Source data
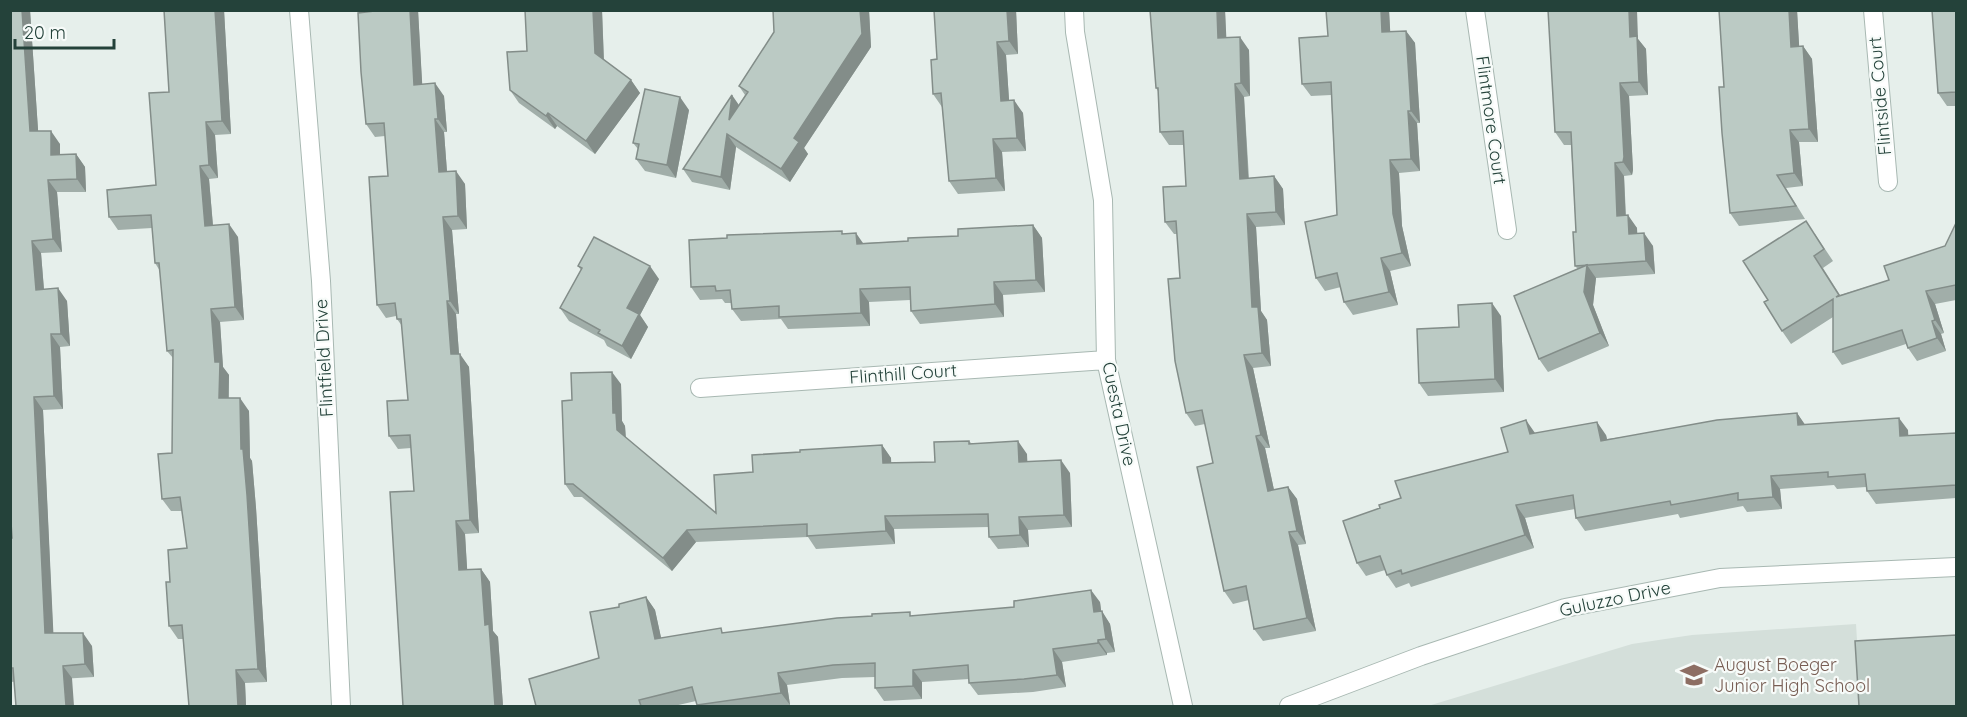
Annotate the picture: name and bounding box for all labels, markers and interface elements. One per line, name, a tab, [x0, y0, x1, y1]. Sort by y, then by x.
scale bar	[15, 12, 114, 50]
text: 20 m	[24, 21, 66, 44]
street label: Flintside Court	[1863, 36, 1896, 156]
street label: Flintmore Court	[1471, 54, 1512, 186]
street label: Flintfield Drive	[309, 298, 338, 418]
street label: Flinthill Court	[848, 358, 958, 389]
street label: Cuesta Drive	[1097, 360, 1142, 468]
street label: Guluzzo Drive	[1557, 575, 1673, 622]
place label: August Boeger Junior High School	[1714, 653, 1870, 697]
school or university icon: August Boeger Junior High School	[1679, 660, 1709, 690]

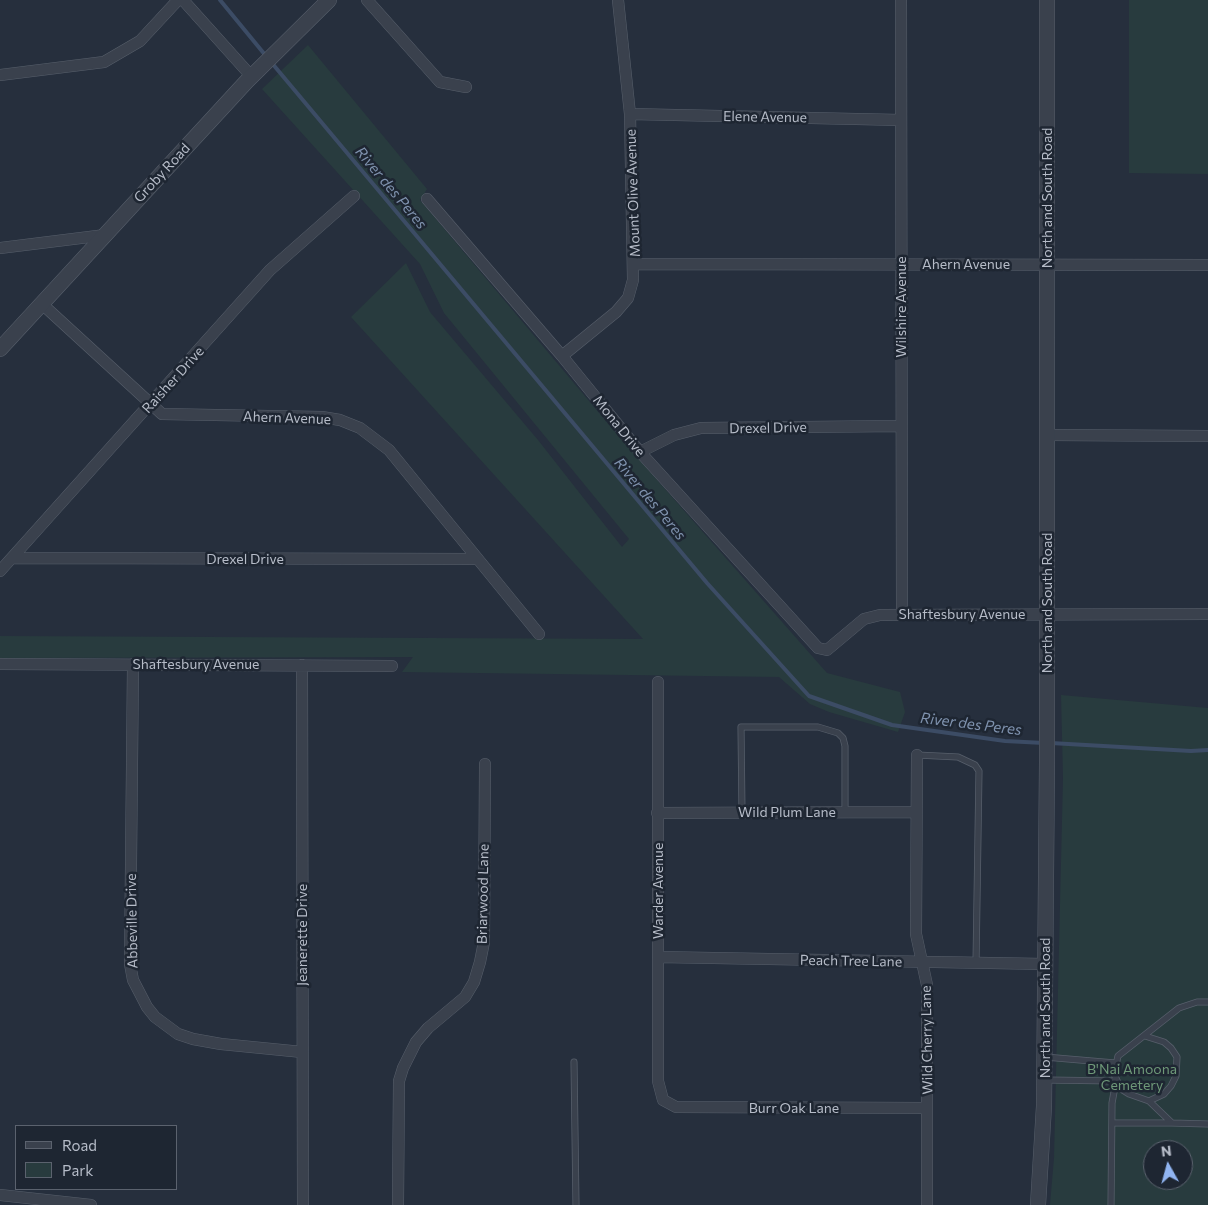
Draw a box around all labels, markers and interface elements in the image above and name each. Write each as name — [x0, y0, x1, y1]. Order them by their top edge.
street label: Elene Avenue — [723, 108, 807, 126]
street label: North and South Road — [1039, 128, 1055, 268]
street label: Mount Olive Avenue — [622, 129, 644, 257]
street label: Groby Road — [130, 140, 194, 206]
water label: River des Peres — [351, 143, 431, 233]
street label: Wilshire Avenue — [893, 256, 909, 358]
street label: Ahern Avenue — [922, 256, 1010, 272]
street label: Raisher Drive — [139, 343, 207, 417]
street label: Mona Drive — [589, 392, 649, 460]
street label: Ahern Avenue — [243, 408, 331, 428]
street label: Drexel Drive — [729, 419, 807, 437]
water label: River des Peres — [610, 454, 690, 544]
street label: North and South Road — [1039, 533, 1055, 673]
street label: Drexel Drive — [206, 551, 284, 567]
street label: Shaftesbury Avenue — [899, 606, 1025, 622]
street label: Shaftesbury Avenue — [133, 656, 259, 672]
water label: River des Peres — [919, 709, 1023, 739]
street label: Wild Plum Lane — [738, 804, 836, 820]
street label: Warder Avenue — [650, 843, 666, 939]
street label: Briarwood Lane — [474, 844, 492, 944]
street label: Abbeville Drive — [123, 873, 141, 969]
street label: Jeanerette Drive — [294, 884, 310, 986]
street label: North and South Road — [1037, 938, 1053, 1078]
street label: Peach Tree Lane — [800, 952, 902, 970]
street label: Wild Cherry Lane — [918, 985, 936, 1095]
park label: B'Nai Amoona Cemetery — [1087, 1061, 1177, 1094]
street label: Burr Oak Lane — [749, 1100, 839, 1116]
legend — [15, 1125, 178, 1190]
text: Road — [62, 1136, 97, 1154]
north arrow — [1143, 1140, 1193, 1190]
text: N — [1160, 1142, 1172, 1160]
text: Park — [62, 1161, 93, 1179]

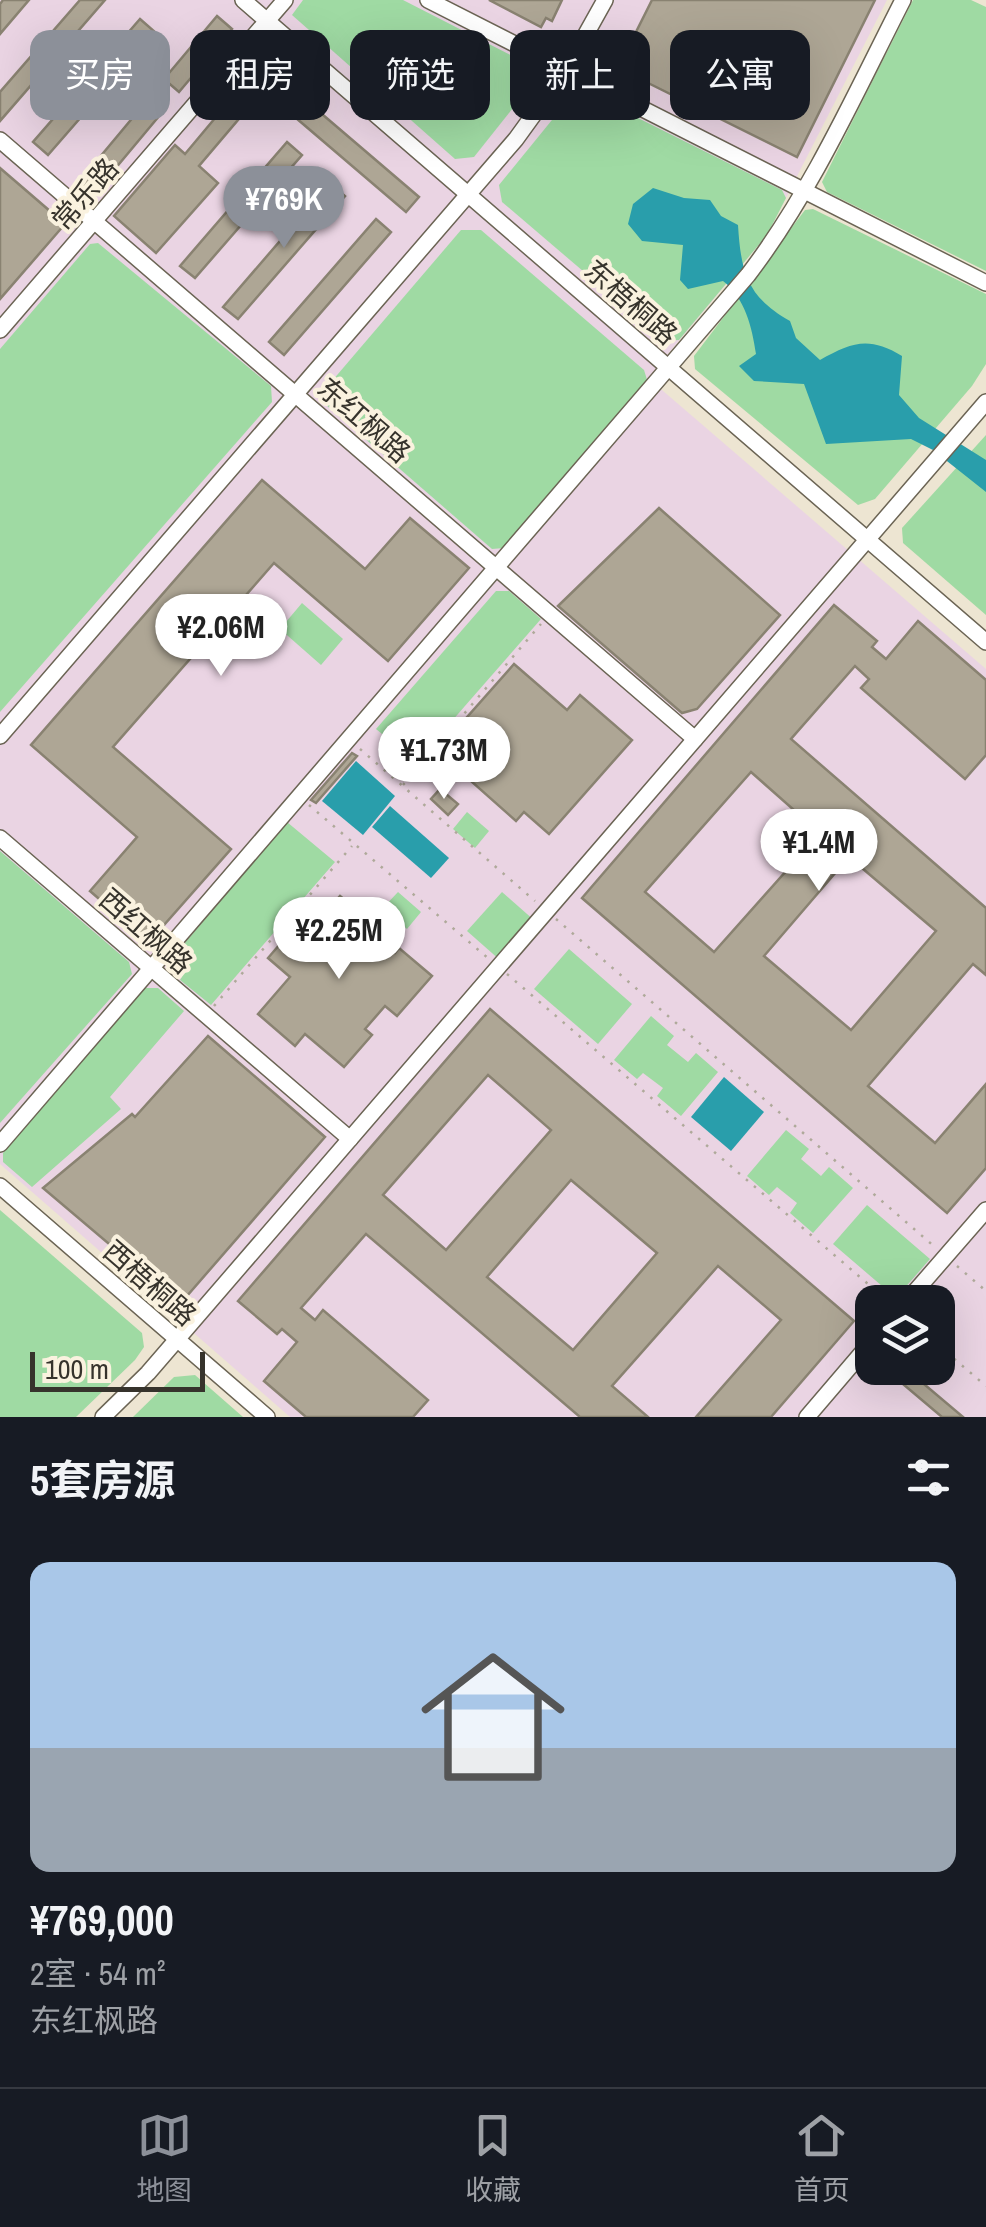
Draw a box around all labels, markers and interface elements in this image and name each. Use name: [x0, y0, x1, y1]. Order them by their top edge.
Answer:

Exercise aim
What you return must match the material above exactly, apart from its pictures.

Written response
Annotate the picture: name and bounding box for all labels, markers and interface elements. One per line, name, a tab, [x0, y0, x1, y1]. Sort by y, then by x.
scale bar	[15, 12, 114, 50]
text: 20 m	[24, 21, 66, 44]
street label: Flintside Court	[1863, 36, 1896, 156]
street label: Flintmore Court	[1471, 54, 1512, 186]
street label: Flintfield Drive	[309, 298, 338, 418]
street label: Flinthill Court	[848, 358, 958, 389]
street label: Cuesta Drive	[1097, 360, 1142, 468]
street label: Guluzzo Drive	[1557, 575, 1673, 622]
place label: August Boeger Junior High School	[1714, 653, 1870, 697]
school or university icon: August Boeger Junior High School	[1679, 660, 1709, 690]

Draw a box around all labels, markers and interface elements in the image above and name each. Write each as name — [x0, y0, x1, y1]. Order them by their top edge.
street label: Elene Avenue — [723, 108, 807, 126]
street label: North and South Road — [1039, 128, 1055, 268]
street label: Mount Olive Avenue — [622, 129, 644, 257]
street label: Groby Road — [130, 140, 194, 206]
water label: River des Peres — [351, 143, 431, 233]
street label: Wilshire Avenue — [893, 256, 909, 358]
street label: Ahern Avenue — [922, 256, 1010, 272]
street label: Raisher Drive — [139, 343, 207, 417]
street label: Mona Drive — [589, 392, 649, 460]
street label: Ahern Avenue — [243, 408, 331, 428]
street label: Drexel Drive — [729, 419, 807, 437]
water label: River des Peres — [610, 454, 690, 544]
street label: North and South Road — [1039, 533, 1055, 673]
street label: Drexel Drive — [206, 551, 284, 567]
street label: Shaftesbury Avenue — [899, 606, 1025, 622]
street label: Shaftesbury Avenue — [133, 656, 259, 672]
water label: River des Peres — [919, 709, 1023, 739]
street label: Wild Plum Lane — [738, 804, 836, 820]
street label: Warder Avenue — [650, 843, 666, 939]
street label: Briarwood Lane — [474, 844, 492, 944]
street label: Abbeville Drive — [123, 873, 141, 969]
street label: Jeanerette Drive — [294, 884, 310, 986]
street label: North and South Road — [1037, 938, 1053, 1078]
street label: Peach Tree Lane — [800, 952, 902, 970]
street label: Wild Cherry Lane — [918, 985, 936, 1095]
park label: B'Nai Amoona Cemetery — [1087, 1061, 1177, 1094]
street label: Burr Oak Lane — [749, 1100, 839, 1116]
legend — [15, 1125, 178, 1190]
text: Road — [62, 1136, 97, 1154]
north arrow — [1143, 1140, 1193, 1190]
text: N — [1160, 1142, 1172, 1160]
text: Park — [62, 1161, 93, 1179]

Draw a box around all labels, markers and interface elements in this image and name each. Use name: [x0, y0, x1, y1]. Order them by their top edge.
Answer:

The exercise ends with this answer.